Senior Research Engineer - Voice
Skills
Synthesia is the world’s leading AI video platform for business, used by over 90% of the Fortune 100. Founded in 2017, the company is headquartered in London, with offices and teams across Europe and the US.
As AI continues to shape the way we live and work, Synthesia develops products to enhance visual communication and enterprise skill development, helping people work better and stay at the center of successful organizations.
Following our recent Series E funding round, where we raised $200 million, our valuation stands at $4 billion. Our total funding exceeds $530 million from premier investors including Accel, NVentures (Nvidia's VC arm), Kleiner Perkins, GV, and Evantic Capital, alongside the founders and operators of Stripe, Datadog, Miro, and Webflow.
What you'll do at Synthesia
As a Research Engineer you will join a team of 40+ Researchers and Engineers within the R&D Department working on cutting-edge challenges in the Generative AI space, with a focus on creating high-quality, expressive and real-time synthetic voices. Within the team you’ll have the opportunity to work on the applied side of our research efforts and directly impact our solutions that are used worldwide by over 60,000 businesses.
If you are an expert in ML, LLMs, speech generation, conversational models, this is your chance to make a global impact. You will join our Audio Post-Training Team, which works on generative speech and voice synthesis, ensuring our in-house voice models reach production-level quality, speed, and robustness. Typical projects include:
Develop and evaluate streaming and speech-to-speech systems, enabling low-latency, interactive voice synthesis.
Adapt models for new conditioning inputs (emotion, speed, prosody, speaker control, etc.).

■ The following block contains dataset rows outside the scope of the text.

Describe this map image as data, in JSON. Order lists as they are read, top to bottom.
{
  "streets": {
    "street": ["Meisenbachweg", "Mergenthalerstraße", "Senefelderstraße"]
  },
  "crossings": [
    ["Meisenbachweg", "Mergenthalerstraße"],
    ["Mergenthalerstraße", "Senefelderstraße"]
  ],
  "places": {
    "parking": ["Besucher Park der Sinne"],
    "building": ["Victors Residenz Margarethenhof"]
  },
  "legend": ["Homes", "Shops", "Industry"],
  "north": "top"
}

Implement post-training optimization techniques (quantization, pruning, distillation) to improve efficiency and latency in real-time speech generation.

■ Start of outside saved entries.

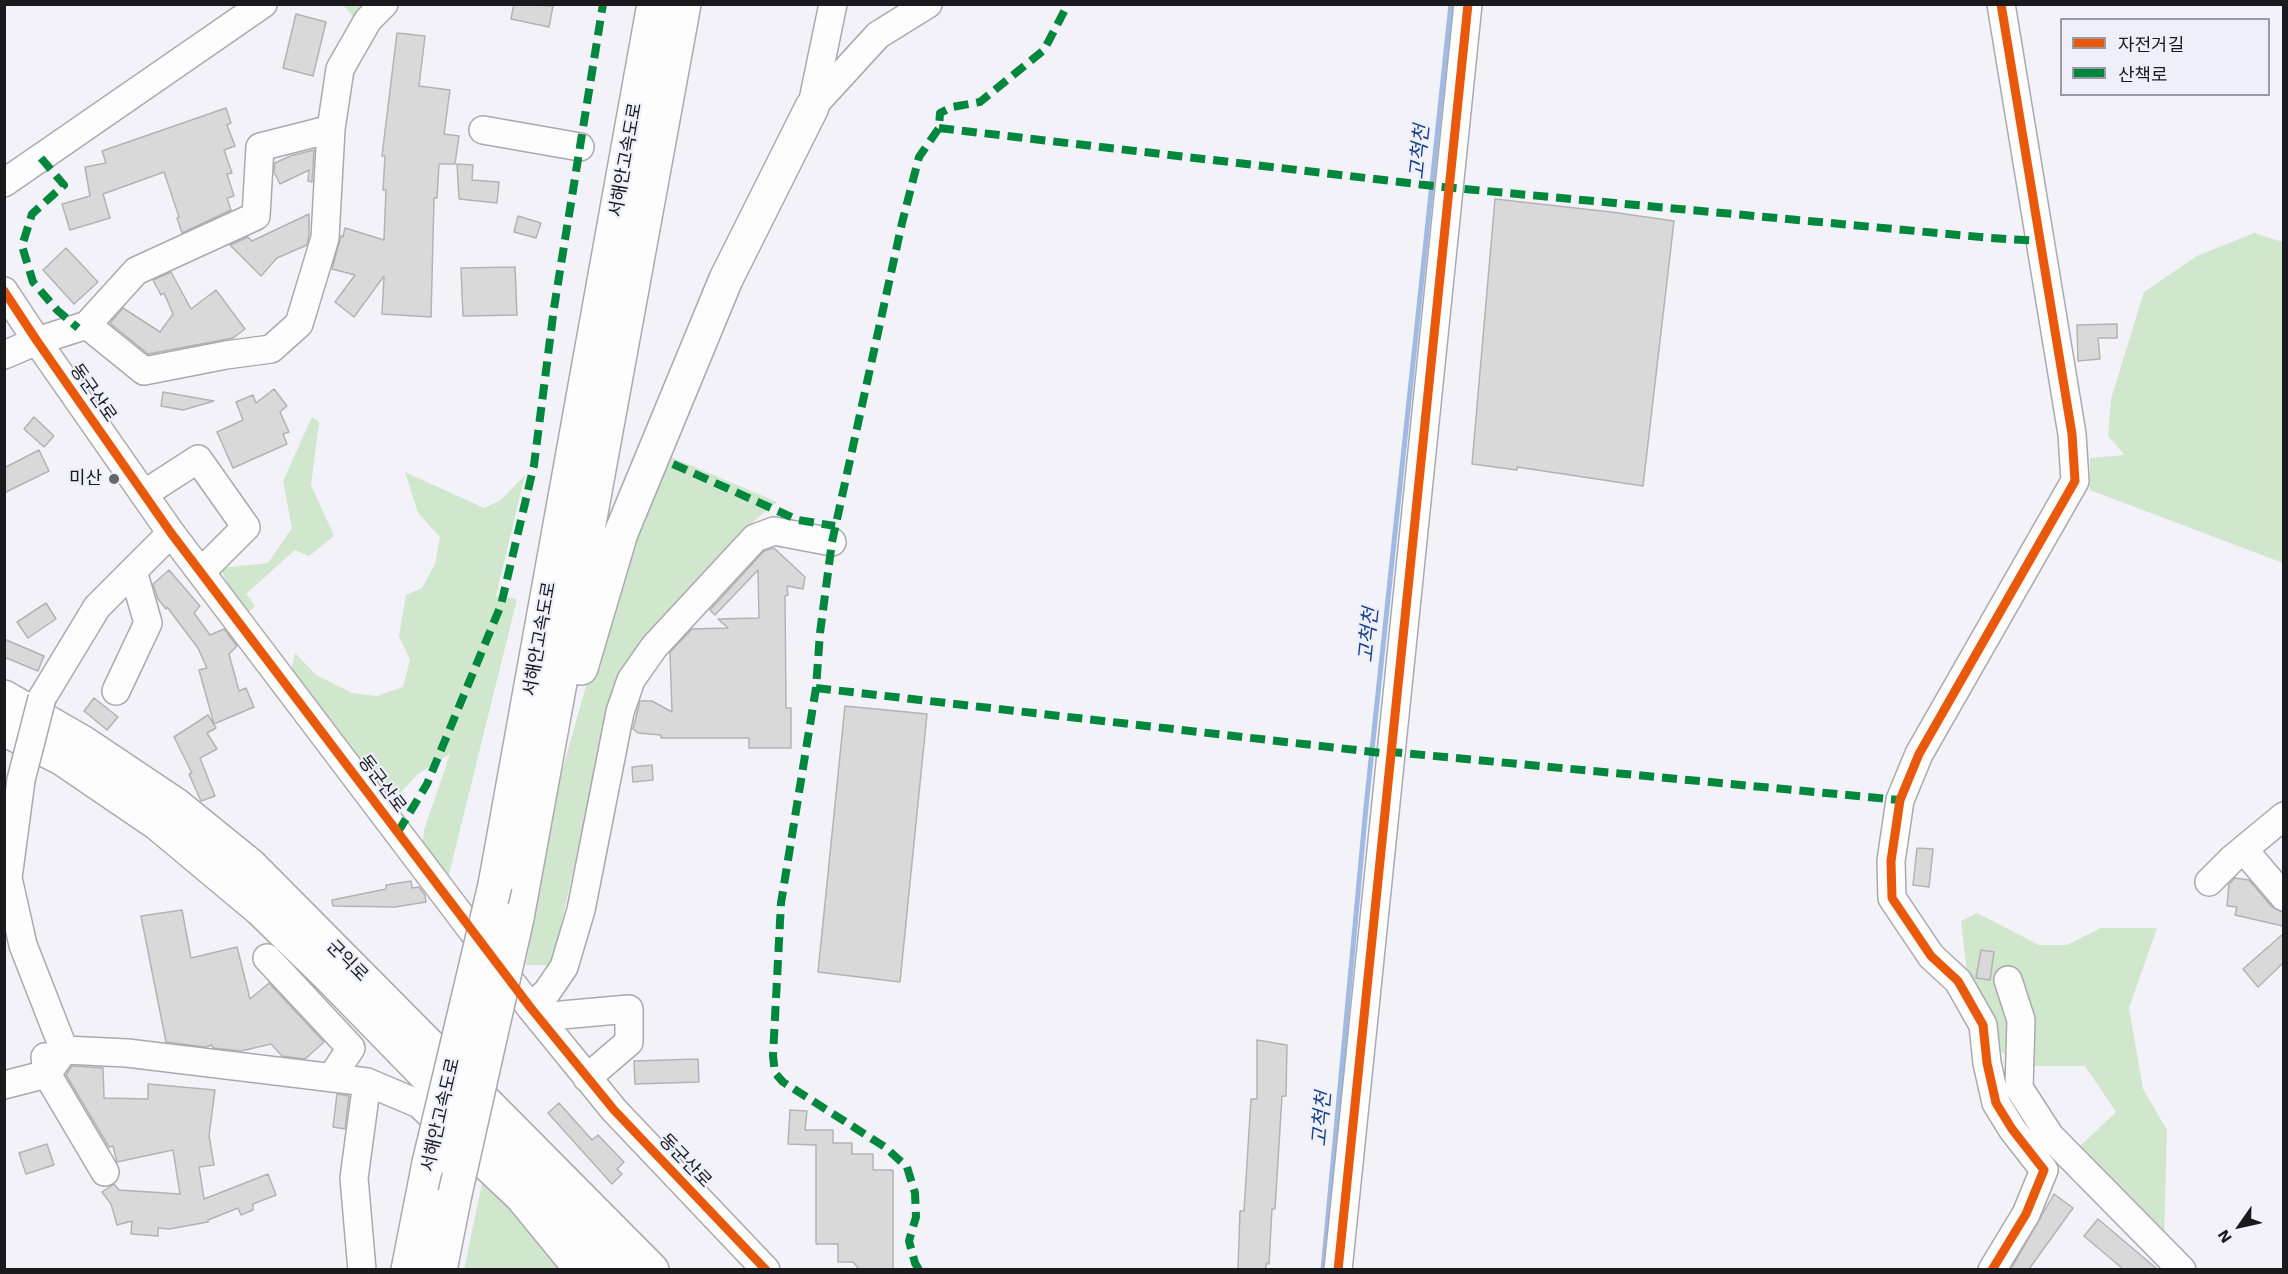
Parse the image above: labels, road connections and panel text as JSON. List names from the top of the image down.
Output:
{
  "streets": {
    "highway": ["서해안고속도로", "군익로"],
    "street": ["동군산로"]
  },
  "water": ["고척천"],
  "places": ["미산"],
  "legend": ["자전거길", "산책로"],
  "north": "bottom left"
}
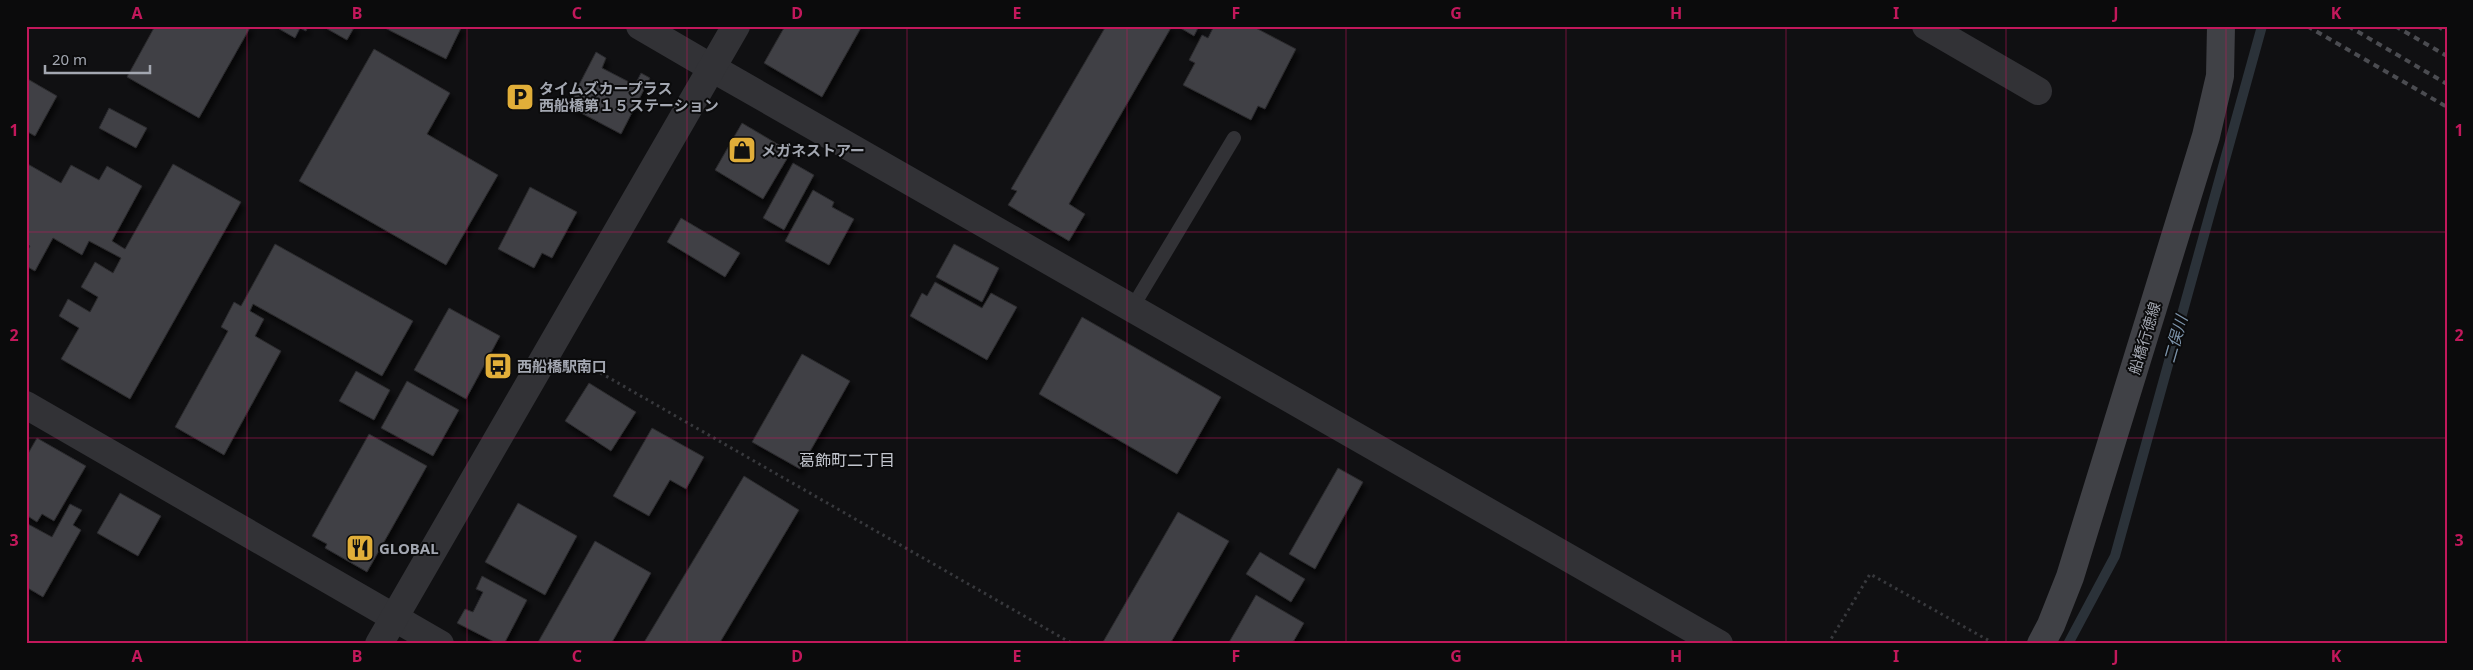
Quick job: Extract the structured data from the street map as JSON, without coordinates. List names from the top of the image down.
{
  "streets": {
    "main road": ["船橋行徳線"]
  },
  "districts": ["葛飾町二丁目"],
  "water": ["二俣川"],
  "places": {
    "parking": ["タイムズカープラス 西船橋第１５ステーション"],
    "shop": ["メガネストアー"],
    "bus stop": ["西船橋駅南口"],
    "restaurant": ["GLOBAL"]
  },
  "scale_bar": "20 m",
  "grid": {
    "columns": [
      "A",
      "B",
      "C",
      "D",
      "E",
      "F",
      "G",
      "H",
      "I",
      "J",
      "K"
    ],
    "rows": ["1", "2", "3"]
  }
}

Integrate and test novel architectures, such as neural codecs, diffusion, or flow-matching models, to enhance realism and responsiveness.
Contribute to defining new evaluation metrics for conversational speech, including latency-aware and online MOS prediction systems.
Stay updated with the latest research in audio diffusion, autoregressive models, neural codecs, and multimodal LLMs.
Apply DPO (Direct Preference Optimization) and distillation to fine-tune large-scale speech models.
What we're looking for:
Strong understanding of generative modeling, ideally applied to sequential or multimodal data.
Hands-on experience with large language models (LLMs) or similar transformer-based architectures.
High proficiency in PyTorch, including experience with distributed training and model optimization.
Solid grasp of time-series modeling and tokenization, preferably in the context of audio or speech.
Demonstrated ability to prototype quickly, test hypotheses, and iterate efficiently.
Proven experience in training deep learning models end-to-end, from data preparation to evaluation.
Strong general software engineering skills, enabling contributions to a large, shared research infrastructure.
Nice to have experience:
Experience with real-time or streaming architectures is a big plus.
Familiarity with state-of-the-art architectures in audio and speech generation (e.g., diffusion models, neural codecs, flow-matching models, autoregressive decoders).
Experience with speech-to-speech or text-to-speech (TTS) systems.
Evidence of original research contributions, such as publications or open-source work in top-tier venues (e.g., ICASSP, Interspeech, NeurIPS, ICML).